Task statement :: Copy, word for word, the lines of the entries below between the one with "Task: Extract the" and the one with "Transcribe the names", inclusive, and leave out everything else.

Material provided ::
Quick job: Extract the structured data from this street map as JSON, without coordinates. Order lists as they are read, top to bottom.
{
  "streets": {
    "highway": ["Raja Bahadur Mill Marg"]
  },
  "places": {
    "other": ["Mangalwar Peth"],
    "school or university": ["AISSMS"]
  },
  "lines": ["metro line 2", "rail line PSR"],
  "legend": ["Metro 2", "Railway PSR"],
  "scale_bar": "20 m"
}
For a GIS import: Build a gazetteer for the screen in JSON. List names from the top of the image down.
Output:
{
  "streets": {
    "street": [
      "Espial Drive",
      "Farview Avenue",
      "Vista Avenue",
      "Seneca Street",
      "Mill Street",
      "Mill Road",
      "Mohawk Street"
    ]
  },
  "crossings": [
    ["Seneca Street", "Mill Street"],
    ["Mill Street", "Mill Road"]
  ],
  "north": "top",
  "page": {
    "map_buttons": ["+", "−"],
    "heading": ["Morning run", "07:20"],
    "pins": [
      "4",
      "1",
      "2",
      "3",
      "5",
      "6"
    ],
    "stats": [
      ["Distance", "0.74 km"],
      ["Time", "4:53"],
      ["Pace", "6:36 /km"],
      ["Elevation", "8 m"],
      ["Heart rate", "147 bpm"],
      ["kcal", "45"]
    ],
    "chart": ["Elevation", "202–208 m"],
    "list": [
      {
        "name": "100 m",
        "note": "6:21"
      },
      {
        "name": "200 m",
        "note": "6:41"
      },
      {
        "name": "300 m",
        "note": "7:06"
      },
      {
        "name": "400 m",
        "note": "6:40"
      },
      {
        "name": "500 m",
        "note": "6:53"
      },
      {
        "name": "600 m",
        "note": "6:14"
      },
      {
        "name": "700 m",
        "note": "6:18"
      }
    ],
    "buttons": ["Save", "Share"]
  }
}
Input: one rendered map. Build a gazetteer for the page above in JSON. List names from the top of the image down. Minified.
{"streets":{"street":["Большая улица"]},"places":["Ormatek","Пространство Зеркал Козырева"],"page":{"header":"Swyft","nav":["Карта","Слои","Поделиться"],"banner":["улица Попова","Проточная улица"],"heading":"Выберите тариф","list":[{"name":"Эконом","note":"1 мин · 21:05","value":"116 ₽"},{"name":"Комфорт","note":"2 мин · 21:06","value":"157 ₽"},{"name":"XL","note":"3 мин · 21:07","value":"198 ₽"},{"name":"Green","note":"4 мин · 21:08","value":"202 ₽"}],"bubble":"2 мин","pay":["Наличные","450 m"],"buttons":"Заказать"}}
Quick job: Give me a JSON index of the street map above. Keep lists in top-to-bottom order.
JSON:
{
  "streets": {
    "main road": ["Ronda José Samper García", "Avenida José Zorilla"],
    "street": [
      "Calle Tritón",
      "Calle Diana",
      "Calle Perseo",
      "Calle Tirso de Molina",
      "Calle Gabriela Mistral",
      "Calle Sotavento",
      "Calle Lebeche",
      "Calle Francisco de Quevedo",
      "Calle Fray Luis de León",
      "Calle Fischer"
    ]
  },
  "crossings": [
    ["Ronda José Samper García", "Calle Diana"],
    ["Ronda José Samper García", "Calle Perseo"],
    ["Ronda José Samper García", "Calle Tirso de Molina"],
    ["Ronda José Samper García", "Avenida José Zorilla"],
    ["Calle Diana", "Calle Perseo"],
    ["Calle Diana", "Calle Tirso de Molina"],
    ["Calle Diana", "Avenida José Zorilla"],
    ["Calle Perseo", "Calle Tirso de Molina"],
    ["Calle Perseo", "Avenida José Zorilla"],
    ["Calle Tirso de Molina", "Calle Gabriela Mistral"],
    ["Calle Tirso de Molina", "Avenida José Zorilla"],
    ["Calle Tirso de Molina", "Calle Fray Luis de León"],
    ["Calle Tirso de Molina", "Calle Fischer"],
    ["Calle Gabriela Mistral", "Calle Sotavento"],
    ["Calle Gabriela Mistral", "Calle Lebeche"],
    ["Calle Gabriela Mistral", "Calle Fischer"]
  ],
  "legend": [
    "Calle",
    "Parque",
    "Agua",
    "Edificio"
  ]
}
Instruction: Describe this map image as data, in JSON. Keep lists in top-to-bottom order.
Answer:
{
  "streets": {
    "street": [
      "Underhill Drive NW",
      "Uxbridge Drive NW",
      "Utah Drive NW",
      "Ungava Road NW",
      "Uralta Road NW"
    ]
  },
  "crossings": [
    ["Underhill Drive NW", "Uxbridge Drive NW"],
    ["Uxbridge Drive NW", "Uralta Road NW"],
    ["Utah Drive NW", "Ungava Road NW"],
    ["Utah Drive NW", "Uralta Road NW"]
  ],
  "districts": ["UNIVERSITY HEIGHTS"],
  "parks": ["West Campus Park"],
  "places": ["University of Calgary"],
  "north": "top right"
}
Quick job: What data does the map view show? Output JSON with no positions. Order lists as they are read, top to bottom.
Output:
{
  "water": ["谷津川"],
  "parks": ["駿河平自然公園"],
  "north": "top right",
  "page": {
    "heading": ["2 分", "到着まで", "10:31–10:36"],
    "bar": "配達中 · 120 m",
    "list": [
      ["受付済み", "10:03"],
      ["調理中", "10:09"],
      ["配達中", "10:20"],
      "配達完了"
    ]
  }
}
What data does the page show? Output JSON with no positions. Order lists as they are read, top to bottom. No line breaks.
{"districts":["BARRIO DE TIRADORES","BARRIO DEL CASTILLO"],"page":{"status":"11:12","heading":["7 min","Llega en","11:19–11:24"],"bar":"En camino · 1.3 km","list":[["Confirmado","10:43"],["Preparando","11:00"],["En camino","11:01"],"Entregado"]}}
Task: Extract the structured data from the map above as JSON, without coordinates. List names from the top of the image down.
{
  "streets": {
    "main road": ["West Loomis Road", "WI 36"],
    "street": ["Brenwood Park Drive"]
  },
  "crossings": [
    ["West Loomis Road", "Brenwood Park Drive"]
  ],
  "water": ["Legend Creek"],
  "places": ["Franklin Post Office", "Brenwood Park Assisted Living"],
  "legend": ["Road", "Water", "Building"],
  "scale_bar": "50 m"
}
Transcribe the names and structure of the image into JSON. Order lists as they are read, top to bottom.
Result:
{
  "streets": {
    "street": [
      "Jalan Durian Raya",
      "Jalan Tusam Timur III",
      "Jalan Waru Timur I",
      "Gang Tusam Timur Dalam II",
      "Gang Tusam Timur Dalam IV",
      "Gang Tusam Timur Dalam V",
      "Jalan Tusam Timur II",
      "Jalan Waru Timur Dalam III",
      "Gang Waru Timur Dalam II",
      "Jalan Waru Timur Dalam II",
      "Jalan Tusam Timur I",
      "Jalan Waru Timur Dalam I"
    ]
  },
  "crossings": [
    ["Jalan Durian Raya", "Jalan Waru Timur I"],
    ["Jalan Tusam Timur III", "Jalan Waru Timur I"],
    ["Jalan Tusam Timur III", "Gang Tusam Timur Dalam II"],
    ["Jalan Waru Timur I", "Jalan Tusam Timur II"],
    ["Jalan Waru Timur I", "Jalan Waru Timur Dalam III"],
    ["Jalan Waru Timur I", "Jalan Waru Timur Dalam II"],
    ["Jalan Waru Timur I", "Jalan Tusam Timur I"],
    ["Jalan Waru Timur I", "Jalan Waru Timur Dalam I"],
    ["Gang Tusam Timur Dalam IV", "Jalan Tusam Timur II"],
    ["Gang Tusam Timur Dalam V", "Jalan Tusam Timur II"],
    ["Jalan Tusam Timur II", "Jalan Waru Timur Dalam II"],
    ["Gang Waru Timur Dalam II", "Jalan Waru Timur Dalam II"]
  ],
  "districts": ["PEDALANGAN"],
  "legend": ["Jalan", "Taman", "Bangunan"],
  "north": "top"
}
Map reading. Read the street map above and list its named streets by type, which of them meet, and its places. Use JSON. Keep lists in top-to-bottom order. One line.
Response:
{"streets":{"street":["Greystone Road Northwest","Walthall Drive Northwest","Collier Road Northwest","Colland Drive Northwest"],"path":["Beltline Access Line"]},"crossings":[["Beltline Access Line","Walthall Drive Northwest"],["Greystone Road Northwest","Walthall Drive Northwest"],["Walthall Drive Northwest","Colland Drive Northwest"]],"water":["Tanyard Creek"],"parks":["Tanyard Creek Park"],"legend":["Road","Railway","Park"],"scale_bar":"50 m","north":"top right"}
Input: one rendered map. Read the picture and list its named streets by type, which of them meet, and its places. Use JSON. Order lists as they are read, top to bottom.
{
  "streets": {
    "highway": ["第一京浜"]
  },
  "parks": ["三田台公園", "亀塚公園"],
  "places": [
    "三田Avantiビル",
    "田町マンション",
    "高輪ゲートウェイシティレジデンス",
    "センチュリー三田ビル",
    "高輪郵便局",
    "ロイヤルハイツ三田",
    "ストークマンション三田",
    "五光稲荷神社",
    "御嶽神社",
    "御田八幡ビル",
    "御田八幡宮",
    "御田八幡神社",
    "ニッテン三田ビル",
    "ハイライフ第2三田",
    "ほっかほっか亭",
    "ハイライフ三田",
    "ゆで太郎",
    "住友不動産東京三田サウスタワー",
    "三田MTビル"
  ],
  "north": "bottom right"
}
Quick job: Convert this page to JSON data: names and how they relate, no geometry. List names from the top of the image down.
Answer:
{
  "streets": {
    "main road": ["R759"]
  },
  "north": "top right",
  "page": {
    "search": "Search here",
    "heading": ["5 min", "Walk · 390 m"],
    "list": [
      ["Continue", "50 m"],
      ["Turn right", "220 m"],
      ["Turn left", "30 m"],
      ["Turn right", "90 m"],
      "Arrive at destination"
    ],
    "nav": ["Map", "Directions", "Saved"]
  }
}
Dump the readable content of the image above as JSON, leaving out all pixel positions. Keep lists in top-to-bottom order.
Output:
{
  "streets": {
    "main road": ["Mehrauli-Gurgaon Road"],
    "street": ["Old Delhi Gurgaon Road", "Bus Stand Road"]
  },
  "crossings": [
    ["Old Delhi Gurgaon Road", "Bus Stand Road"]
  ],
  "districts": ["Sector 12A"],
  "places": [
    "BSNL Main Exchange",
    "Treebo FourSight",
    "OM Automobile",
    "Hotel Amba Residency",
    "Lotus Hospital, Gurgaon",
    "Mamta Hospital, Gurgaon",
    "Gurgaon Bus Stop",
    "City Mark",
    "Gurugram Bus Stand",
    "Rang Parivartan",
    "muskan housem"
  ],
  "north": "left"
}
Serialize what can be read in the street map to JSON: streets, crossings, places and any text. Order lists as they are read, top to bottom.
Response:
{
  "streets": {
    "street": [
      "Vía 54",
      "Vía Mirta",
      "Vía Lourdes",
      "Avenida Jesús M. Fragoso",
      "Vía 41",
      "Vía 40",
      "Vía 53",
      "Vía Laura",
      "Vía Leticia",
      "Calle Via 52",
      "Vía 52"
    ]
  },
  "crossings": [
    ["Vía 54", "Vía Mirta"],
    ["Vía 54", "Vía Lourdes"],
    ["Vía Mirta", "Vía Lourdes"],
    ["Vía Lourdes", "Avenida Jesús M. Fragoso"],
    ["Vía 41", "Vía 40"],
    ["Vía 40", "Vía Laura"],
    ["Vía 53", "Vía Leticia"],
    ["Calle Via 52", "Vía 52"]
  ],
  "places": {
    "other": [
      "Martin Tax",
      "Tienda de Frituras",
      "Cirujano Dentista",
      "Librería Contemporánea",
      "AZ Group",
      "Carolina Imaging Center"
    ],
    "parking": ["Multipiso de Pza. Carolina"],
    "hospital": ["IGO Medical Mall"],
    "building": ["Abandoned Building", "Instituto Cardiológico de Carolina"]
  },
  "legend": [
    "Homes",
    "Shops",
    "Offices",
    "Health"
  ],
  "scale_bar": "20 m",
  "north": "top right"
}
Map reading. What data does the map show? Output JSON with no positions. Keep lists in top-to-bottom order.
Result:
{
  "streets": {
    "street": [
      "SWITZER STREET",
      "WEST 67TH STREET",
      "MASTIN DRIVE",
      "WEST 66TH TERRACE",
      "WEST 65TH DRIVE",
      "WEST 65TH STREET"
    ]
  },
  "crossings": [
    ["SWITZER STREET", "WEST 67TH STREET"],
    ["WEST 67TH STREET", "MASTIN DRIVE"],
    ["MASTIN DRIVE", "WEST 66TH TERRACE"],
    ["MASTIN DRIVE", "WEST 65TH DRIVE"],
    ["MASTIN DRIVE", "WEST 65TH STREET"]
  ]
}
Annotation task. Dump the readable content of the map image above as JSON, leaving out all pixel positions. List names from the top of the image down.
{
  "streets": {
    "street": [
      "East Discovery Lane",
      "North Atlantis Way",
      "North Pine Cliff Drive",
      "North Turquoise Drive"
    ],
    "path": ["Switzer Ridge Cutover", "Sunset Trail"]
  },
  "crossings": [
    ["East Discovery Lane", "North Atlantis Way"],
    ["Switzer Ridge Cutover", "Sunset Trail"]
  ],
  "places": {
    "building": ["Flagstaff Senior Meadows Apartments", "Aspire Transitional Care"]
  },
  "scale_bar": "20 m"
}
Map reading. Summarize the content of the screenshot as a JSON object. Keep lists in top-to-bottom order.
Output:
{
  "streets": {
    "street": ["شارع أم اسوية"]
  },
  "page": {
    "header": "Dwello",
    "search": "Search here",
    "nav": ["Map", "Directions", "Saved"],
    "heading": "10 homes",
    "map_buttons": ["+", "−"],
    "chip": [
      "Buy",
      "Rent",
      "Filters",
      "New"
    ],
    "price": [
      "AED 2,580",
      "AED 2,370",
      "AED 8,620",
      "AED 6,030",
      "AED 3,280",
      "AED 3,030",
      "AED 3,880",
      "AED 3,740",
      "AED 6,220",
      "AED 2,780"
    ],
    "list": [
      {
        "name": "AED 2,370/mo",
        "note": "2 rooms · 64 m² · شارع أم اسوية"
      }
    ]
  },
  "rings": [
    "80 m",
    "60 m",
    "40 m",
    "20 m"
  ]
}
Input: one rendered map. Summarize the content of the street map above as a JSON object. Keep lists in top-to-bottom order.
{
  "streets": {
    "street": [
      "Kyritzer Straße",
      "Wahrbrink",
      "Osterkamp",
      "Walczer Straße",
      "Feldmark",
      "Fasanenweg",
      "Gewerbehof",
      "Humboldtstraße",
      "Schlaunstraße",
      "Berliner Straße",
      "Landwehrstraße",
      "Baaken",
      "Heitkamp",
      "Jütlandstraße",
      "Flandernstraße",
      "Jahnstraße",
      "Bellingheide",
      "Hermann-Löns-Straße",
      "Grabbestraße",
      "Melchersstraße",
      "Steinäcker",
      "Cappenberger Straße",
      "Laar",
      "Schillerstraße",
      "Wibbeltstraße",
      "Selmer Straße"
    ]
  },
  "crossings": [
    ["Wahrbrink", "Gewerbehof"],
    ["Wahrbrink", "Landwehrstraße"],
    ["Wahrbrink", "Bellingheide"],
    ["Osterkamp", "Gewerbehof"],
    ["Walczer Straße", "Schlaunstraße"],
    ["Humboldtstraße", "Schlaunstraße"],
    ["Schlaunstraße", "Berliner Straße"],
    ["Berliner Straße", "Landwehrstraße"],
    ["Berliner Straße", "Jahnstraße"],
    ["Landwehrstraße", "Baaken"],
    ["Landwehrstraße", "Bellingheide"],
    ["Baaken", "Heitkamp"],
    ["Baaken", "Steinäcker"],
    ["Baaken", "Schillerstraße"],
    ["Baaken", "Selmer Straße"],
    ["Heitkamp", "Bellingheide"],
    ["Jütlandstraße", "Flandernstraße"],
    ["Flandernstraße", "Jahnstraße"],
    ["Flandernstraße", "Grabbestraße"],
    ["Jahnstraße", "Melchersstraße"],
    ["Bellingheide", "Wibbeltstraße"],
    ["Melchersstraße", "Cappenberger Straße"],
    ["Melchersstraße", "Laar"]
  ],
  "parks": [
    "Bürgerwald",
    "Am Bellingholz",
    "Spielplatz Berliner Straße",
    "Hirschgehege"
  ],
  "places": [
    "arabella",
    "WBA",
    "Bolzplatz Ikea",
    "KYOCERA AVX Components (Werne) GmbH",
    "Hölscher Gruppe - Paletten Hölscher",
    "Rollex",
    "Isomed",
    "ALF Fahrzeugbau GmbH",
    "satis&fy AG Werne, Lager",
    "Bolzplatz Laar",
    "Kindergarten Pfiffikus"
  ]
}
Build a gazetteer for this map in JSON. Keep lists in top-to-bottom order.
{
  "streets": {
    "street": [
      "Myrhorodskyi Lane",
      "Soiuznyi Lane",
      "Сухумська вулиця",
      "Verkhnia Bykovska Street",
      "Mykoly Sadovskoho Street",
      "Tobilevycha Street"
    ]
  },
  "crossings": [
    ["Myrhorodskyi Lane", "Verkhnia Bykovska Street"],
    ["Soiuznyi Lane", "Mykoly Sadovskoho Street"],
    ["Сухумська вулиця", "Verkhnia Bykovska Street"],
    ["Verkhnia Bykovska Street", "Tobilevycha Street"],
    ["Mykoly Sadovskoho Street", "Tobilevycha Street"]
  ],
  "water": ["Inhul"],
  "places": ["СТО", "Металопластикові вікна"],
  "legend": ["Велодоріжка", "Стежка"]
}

Expected answer ::
Task: Extract the structured data from the map above as JSON, without coordinates. List names from the top of the image down.
{
  "streets": {
    "main road": ["West Loomis Road", "WI 36"],
    "street": ["Brenwood Park Drive"]
  },
  "crossings": [
    ["West Loomis Road", "Brenwood Park Drive"]
  ],
  "water": ["Legend Creek"],
  "places": ["Franklin Post Office", "Brenwood Park Assisted Living"],
  "legend": ["Road", "Water", "Building"],
  "scale_bar": "50 m"
}
Transcribe the names and structure of the image into JSON. Order lists as they are read, top to bottom.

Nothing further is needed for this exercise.